Task requirements.
Exactly the lines below from the one with "Map reading. Read" up to and including the one with "For a GIS import: Serialize" make up the answer, with nothing else added.

Record excerpts.
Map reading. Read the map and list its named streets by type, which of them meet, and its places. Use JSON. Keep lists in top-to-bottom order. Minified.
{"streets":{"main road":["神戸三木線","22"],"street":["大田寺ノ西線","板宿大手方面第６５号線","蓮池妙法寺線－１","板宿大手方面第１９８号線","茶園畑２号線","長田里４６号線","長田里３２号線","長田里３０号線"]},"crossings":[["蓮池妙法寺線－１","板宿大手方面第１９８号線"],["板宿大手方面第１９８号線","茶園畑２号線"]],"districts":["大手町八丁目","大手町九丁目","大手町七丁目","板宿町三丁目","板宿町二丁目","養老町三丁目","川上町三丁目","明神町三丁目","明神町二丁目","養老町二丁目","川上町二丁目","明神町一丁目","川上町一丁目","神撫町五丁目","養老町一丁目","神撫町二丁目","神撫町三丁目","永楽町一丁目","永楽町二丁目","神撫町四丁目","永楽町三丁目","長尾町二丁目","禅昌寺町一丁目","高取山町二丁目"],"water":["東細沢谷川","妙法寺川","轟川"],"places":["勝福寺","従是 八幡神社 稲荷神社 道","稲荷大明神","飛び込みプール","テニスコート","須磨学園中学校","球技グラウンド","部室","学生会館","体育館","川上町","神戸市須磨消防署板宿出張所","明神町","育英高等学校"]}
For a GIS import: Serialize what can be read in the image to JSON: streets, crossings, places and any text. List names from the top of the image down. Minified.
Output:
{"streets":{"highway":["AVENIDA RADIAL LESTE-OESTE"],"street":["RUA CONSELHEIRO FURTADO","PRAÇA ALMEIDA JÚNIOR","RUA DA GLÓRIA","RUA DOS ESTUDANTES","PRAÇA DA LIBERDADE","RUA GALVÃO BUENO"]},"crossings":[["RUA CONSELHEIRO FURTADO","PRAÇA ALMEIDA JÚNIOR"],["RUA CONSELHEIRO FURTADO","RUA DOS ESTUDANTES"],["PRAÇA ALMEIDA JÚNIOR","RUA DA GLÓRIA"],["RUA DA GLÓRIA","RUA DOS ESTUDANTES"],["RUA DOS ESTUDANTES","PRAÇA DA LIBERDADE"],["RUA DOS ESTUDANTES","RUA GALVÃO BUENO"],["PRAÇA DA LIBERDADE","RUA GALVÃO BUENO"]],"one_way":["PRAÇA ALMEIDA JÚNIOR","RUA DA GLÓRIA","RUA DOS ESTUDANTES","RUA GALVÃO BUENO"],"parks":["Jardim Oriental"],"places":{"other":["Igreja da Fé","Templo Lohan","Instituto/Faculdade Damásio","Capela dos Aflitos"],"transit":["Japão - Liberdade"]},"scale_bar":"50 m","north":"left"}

* * *

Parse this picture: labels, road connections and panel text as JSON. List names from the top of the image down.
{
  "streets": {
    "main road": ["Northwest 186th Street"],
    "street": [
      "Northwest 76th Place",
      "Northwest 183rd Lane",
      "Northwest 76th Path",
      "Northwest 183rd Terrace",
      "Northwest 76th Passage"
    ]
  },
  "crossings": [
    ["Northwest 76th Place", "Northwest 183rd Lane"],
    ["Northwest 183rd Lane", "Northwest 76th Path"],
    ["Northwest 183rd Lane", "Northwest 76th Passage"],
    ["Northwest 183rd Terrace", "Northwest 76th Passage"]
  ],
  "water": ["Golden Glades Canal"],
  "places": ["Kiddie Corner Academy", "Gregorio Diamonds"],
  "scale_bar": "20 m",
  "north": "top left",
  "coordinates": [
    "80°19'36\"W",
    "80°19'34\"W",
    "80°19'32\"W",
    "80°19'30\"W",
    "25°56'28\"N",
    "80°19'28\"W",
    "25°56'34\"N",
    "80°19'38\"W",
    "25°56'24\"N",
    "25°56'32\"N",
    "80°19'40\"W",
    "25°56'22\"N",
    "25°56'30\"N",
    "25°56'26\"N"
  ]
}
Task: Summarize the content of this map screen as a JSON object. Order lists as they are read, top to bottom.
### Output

...

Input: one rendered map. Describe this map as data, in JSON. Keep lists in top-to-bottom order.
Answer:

Output.
Map reading. Read the map and list its named streets by type, which of them meet, and its places. Use JSON. Keep lists in top-to-bottom order. Minified.
{"streets":{"main road":["神戸三木線","22"],"street":["大田寺ノ西線","板宿大手方面第６５号線","蓮池妙法寺線－１","板宿大手方面第１９８号線","茶園畑２号線","長田里４６号線","長田里３２号線","長田里３０号線"]},"crossings":[["蓮池妙法寺線－１","板宿大手方面第１９８号線"],["板宿大手方面第１９８号線","茶園畑２号線"]],"districts":["大手町八丁目","大手町九丁目","大手町七丁目","板宿町三丁目","板宿町二丁目","養老町三丁目","川上町三丁目","明神町三丁目","明神町二丁目","養老町二丁目","川上町二丁目","明神町一丁目","川上町一丁目","神撫町五丁目","養老町一丁目","神撫町二丁目","神撫町三丁目","永楽町一丁目","永楽町二丁目","神撫町四丁目","永楽町三丁目","長尾町二丁目","禅昌寺町一丁目","高取山町二丁目"],"water":["東細沢谷川","妙法寺川","轟川"],"places":["勝福寺","従是 八幡神社 稲荷神社 道","稲荷大明神","飛び込みプール","テニスコート","須磨学園中学校","球技グラウンド","部室","学生会館","体育館","川上町","神戸市須磨消防署板宿出張所","明神町","育英高等学校"]}
For a GIS import: Serialize what can be read in the image to JSON: streets, crossings, places and any text. List names from the top of the image down. Minified.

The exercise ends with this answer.